▶ _MATERIAL PROVIDED_

************

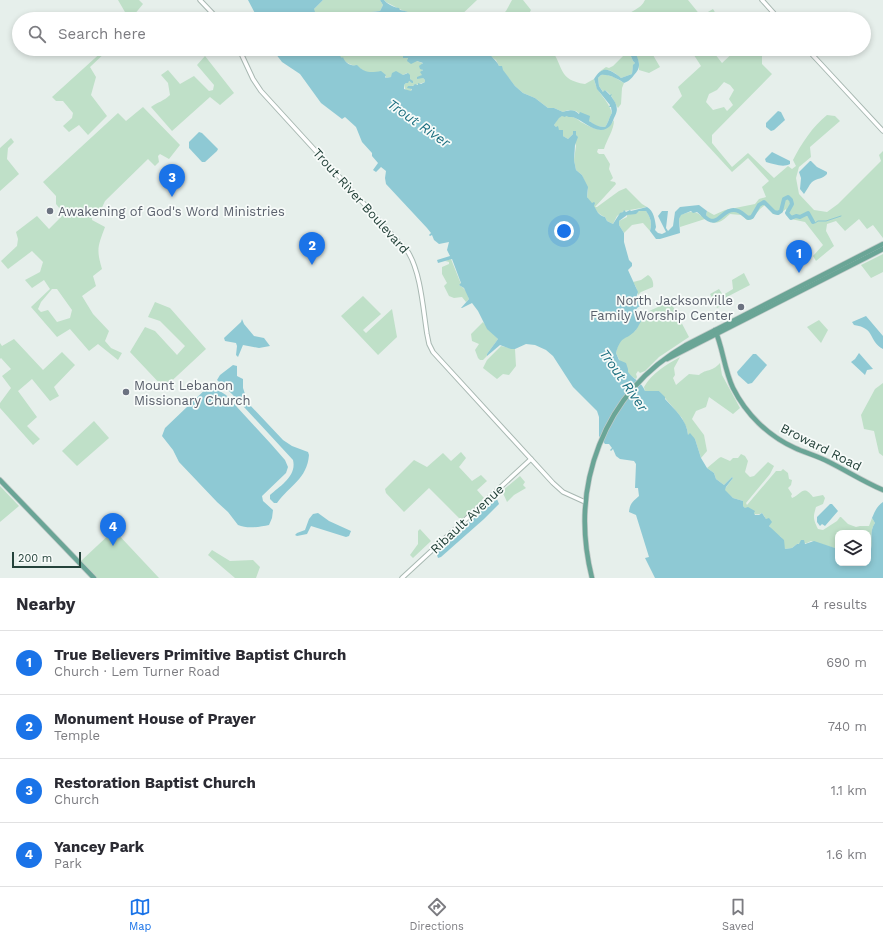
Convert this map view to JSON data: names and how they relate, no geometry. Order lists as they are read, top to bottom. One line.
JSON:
{"streets":{"main road":["Broward Road"],"street":["Trout River Boulevard","Ribault Avenue"]},"crossings":[["Trout River Boulevard","Ribault Avenue"]],"water":["Trout River"],"places":["Awakening of God's Word Ministries","North Jacksonville Family Worship Center","Mount Lebanon Missionary Church"],"scale_bar":"200 m","page":{"search":"Search here","pins":["3","2","1","4"],"scale":"200 m","heading":["Nearby","4 results"],"list":[{"mark":"1","name":"True Believers Primitive Baptist Church","note":"Church · Lem Turner Road","value":"690 m"},{"mark":"2","name":"Monument House of Prayer","note":"Temple","value":"740 m"},{"mark":"3","name":"Restoration Baptist Church","note":"Church","value":"1.1 km"},{"mark":"4","name":"Yancey Park","note":"Park","value":"1.6 km"}],"nav":["Map","Directions","Saved"]}}
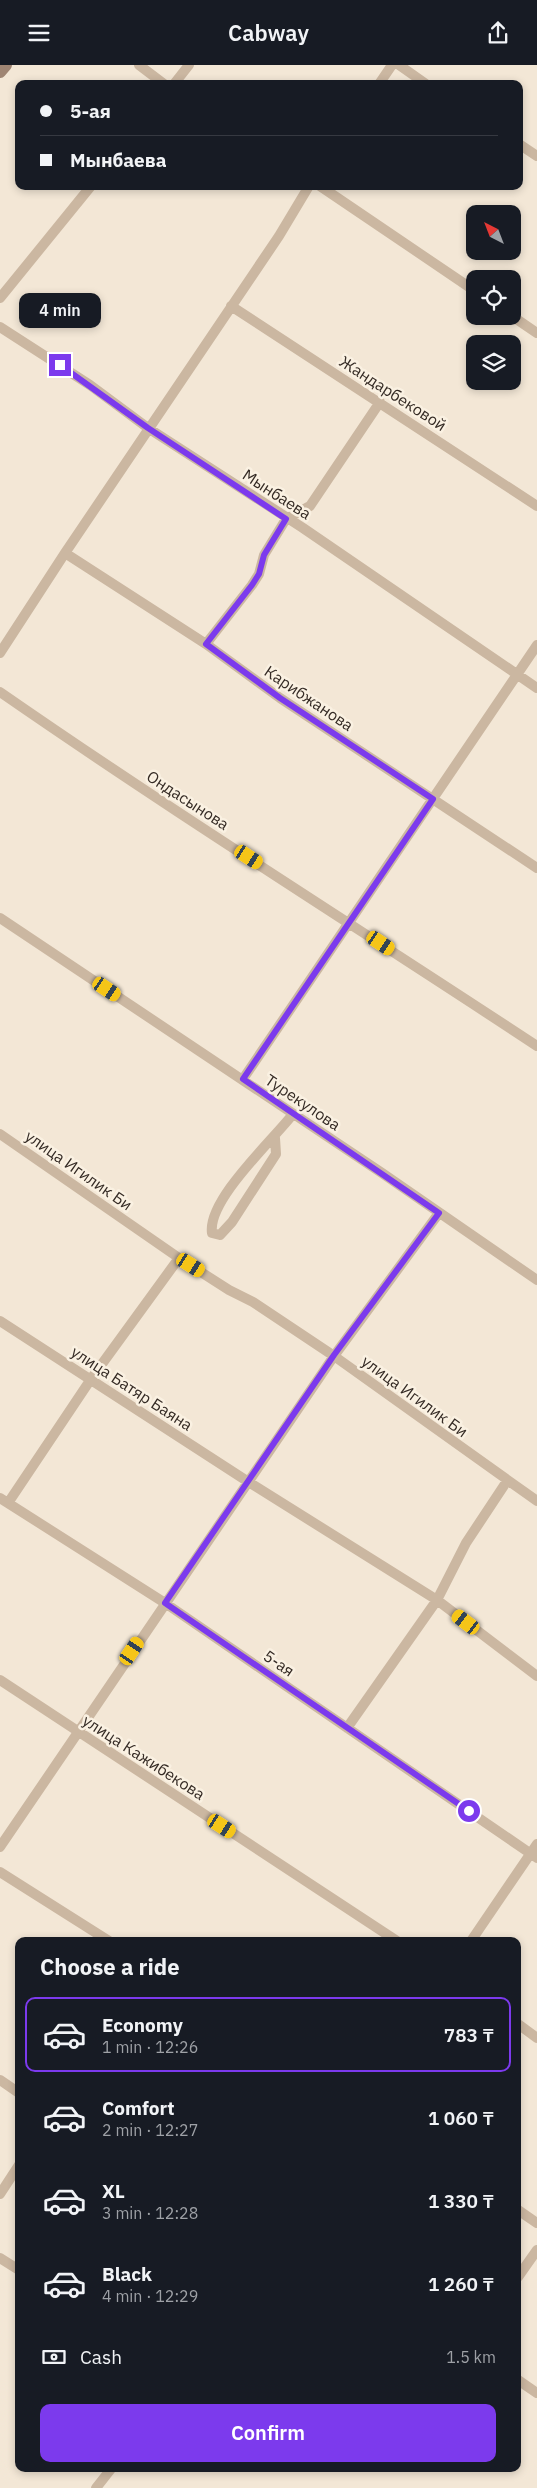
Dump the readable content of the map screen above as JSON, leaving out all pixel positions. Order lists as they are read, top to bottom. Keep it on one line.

************

▶ _DIRECTIONS_
When you retype the material above, copy each line exactly and drop whatever images appear in it.

▶ _SOLUTION_
Convert this map view to JSON data: names and how they relate, no geometry. Order lists as they are read, top to bottom. One line.
JSON:
{"streets":{"main road":["Broward Road"],"street":["Trout River Boulevard","Ribault Avenue"]},"crossings":[["Trout River Boulevard","Ribault Avenue"]],"water":["Trout River"],"places":["Awakening of God's Word Ministries","North Jacksonville Family Worship Center","Mount Lebanon Missionary Church"],"scale_bar":"200 m","page":{"search":"Search here","pins":["3","2","1","4"],"scale":"200 m","heading":["Nearby","4 results"],"list":[{"mark":"1","name":"True Believers Primitive Baptist Church","note":"Church · Lem Turner Road","value":"690 m"},{"mark":"2","name":"Monument House of Prayer","note":"Temple","value":"740 m"},{"mark":"3","name":"Restoration Baptist Church","note":"Church","value":"1.1 km"},{"mark":"4","name":"Yancey Park","note":"Park","value":"1.6 km"}],"nav":["Map","Directions","Saved"]}}
Dump the readable content of the map screen above as JSON, leaving out all pixel positions. Order lists as they are read, top to bottom. Keep it on one line.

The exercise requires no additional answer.